3. Vive en medio de las dificultades que surgen para estar en la Verdad y el Amor: recuerda aquellas palabras del ciego de nacimiento: «Los que iban delante lo regañaban para que se callara, pero él gritaba más fuerte: “¡Hijo de David, ten compasión de mí!”». Pero, como hizo Jesucristo, con su ayuda, su gracia y su amor, derriba los muros que impiden el encuentro con Dios. Esas dificultades que no permiten descubrir la grandeza de nuestra vida, vienen de dentro y de fuera. Es verdad que están nuestros pecados, que también nos impiden ver quiénes somos y comportarnos como tales, pero también hay dificultades de fuera como las que encuentra el ciego. Como nos dice el Señor en el Evangelio es urgente «ser sus testigos». El hombre tiene sed y hambre de Dios.

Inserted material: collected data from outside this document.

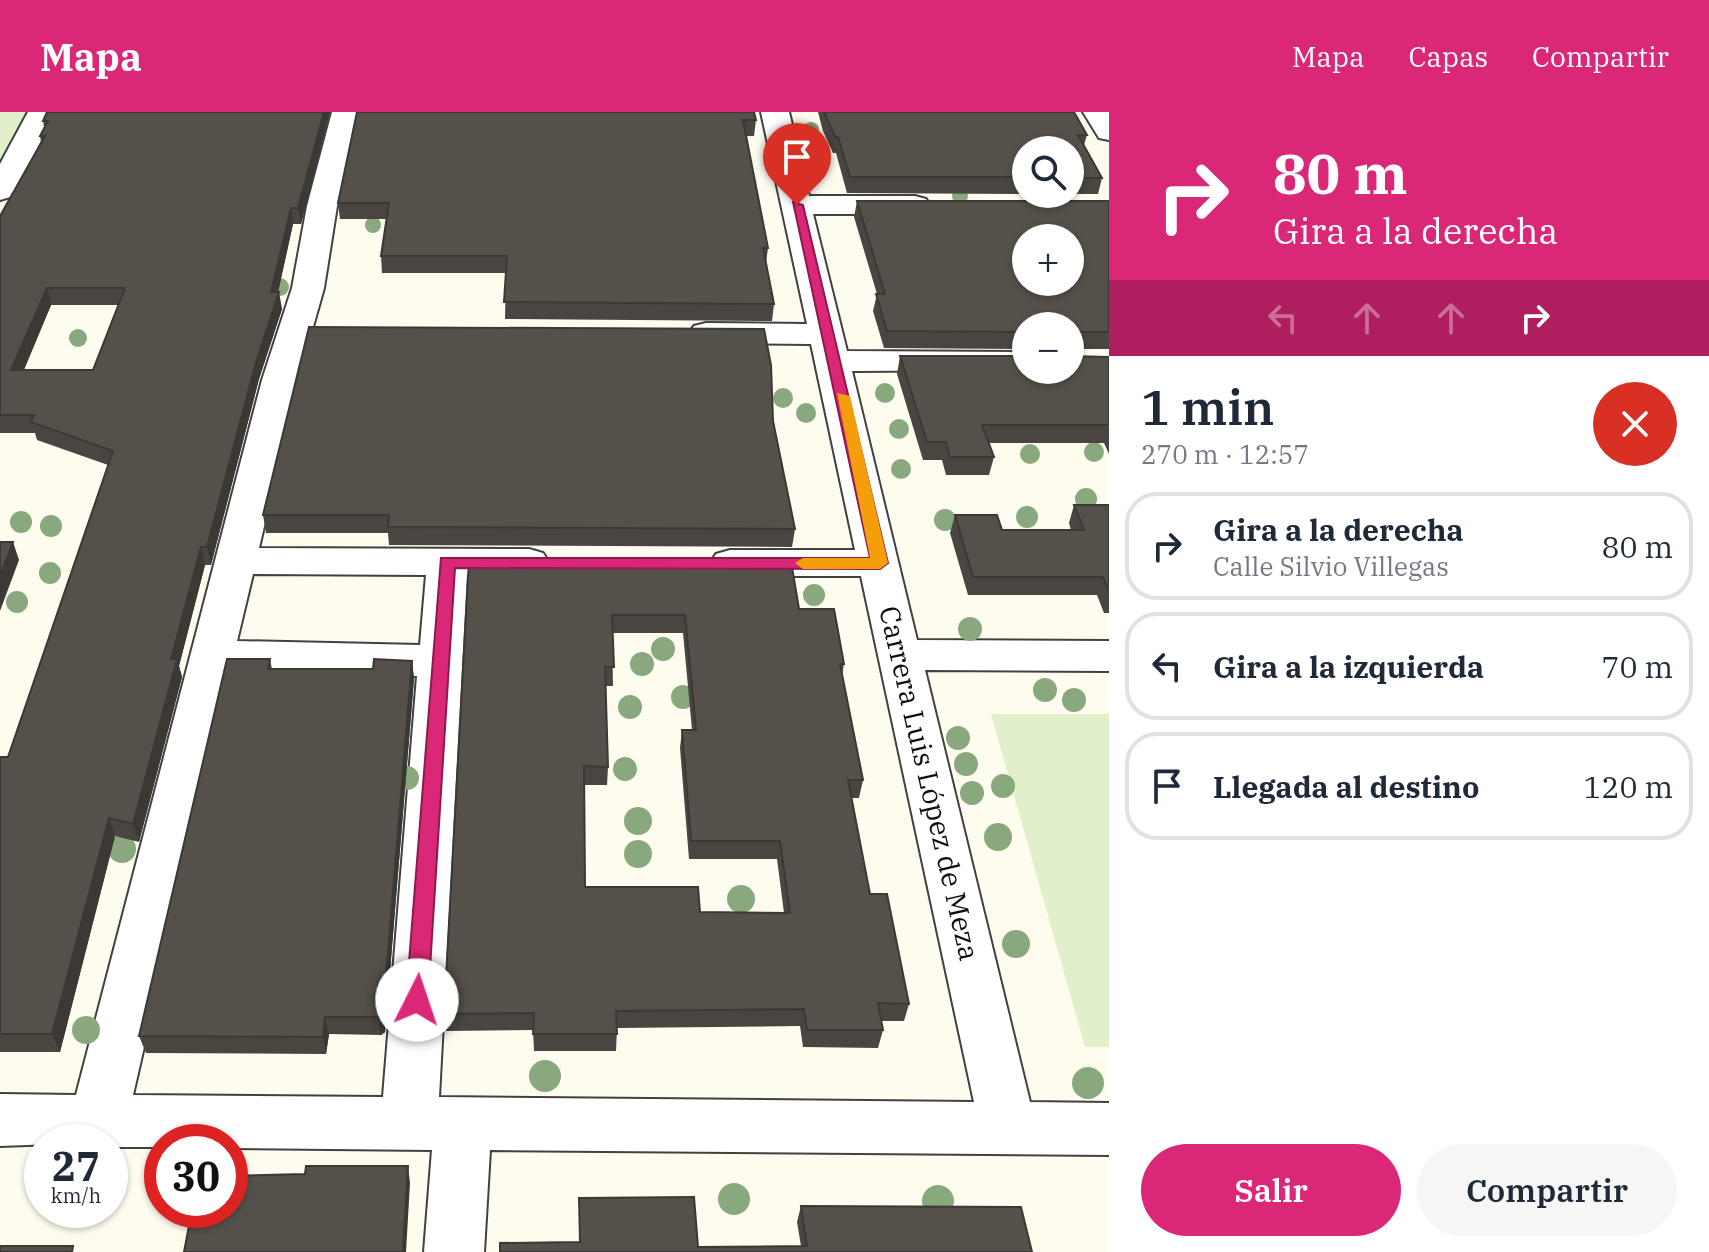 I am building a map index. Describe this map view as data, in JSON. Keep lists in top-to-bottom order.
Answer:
{
  "streets": {
    "street": ["Carrera Luis López de Meza"]
  },
  "page": {
    "header": "Mapa",
    "nav": ["Mapa", "Capas", "Compartir"],
    "turn": ["80 m", "Gira a la derecha"],
    "map_buttons": ["+", "−"],
    "heading": ["1 min", "270 m · 12:57"],
    "list": [
      {
        "name": "Gira a la derecha",
        "note": "Calle Silvio Villegas",
        "value": "80 m"
      },
      {
        "name": "Gira a la izquierda",
        "value": "70 m"
      },
      {
        "name": "Llegada al destino",
        "value": "120 m"
      }
    ],
    "speed": "27 km/h",
    "limit": "30",
    "buttons": ["Salir", "Compartir"]
  }
} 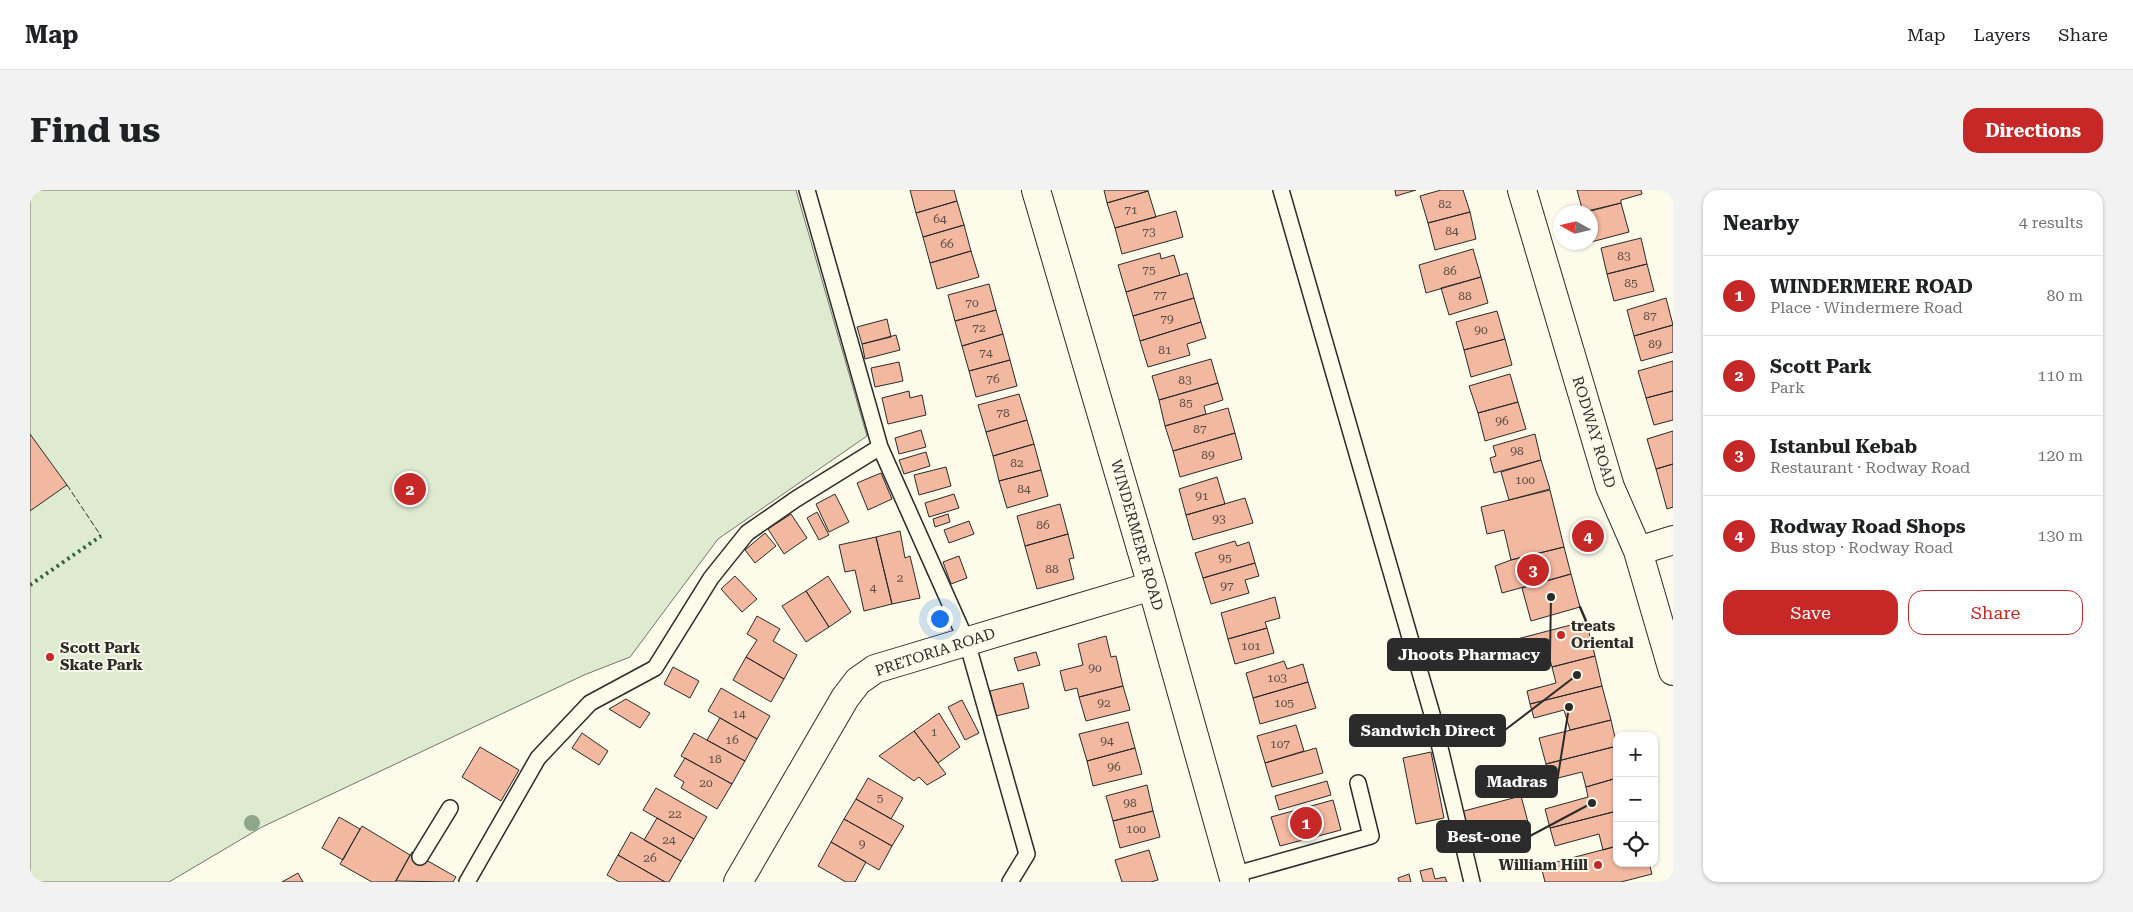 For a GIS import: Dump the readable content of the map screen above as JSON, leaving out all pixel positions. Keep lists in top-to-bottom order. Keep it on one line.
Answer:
{"streets":{"street":["RODWAY ROAD","WINDERMERE ROAD","PRETORIA ROAD"]},"crossings":[["WINDERMERE ROAD","PRETORIA ROAD"]],"places":["Jhoots Pharmacy","treats Oriental","Scott Park Skate Park","Sandwich Direct","Madras","Best-one","William Hill"],"house_numbers":["82","71","64","84","73","66","83","75","86","85","77","88","70","87","79","72","90","89","81","74","76","83","85","78","96","87","98","89","82","100","84","91","93","86","95","88","2","97","4","101","90","103","92","105","14","1","16","94","107","18","96","20","5","98","22","100","24","9","26"],"north":"left","page":{"header":"Map","nav":["Map","Layers","Share"],"buttons":["Directions",["Save","Share"]],"title":"Find us","heading":["Nearby","4 results"],"list":[{"mark":"1","name":"WINDERMERE ROAD","note":"Place · Windermere Road","value":"80 m"},{"mark":"2","name":"Scott Park","note":"Park","value":"110 m"},{"mark":"3","name":"Istanbul Kebab","note":"Restaurant · Rodway Road","value":"120 m"},{"mark":"4","name":"Rodway Road Shops","note":"Bus stop · Rodway Road","value":"130 m"}],"pins":["2","4","3","1"],"map_buttons":["+","−"]}}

Este momento de la historia es de hambre de Dios. Tú también la sientes, tienes vacíos inmensos. Si eres honrado en ver tu verdad, los descubrirás palpablemente. Se quiere saciar de maneras muy diversas, que a veces nos hacen creer que Dios no es necesario. No nos engañemos. En lo más profundo del ser humano, en el núcleo de su existencia, hay una necesidad imperiosa de Dios; estamos diseñados por Dios mismo y Él ha impreso una manera de ser y de comportarnos a su imagen y semejanza. Cuando hacemos otra cosa ni estamos a gusto con nosotros mismos, ni hacemos felices a los demás. Estamos creados según Dios y tenemos una tarea y una misión que Dios imprimió en nuestra vida de tal manera que siempre aspiramos a vivir en ella. Como cantan los monjes en los monasterios: «Venid, adoremos al Señor, que nos ha creado». Estas palabras encierran una verdad y una sabiduría inmensa. Salgamos a la misión y quitemos de la vida de los hombres las dificultades que impiden el encuentro con Dios, las de dentro –el pecado– y las de fuera, que oscurecen la presencia de una Iglesia que es Cuerpo de Cristo, expresión de su amor. Salgamos a la misión. Para ello necesitamos de la gracia de la conversión.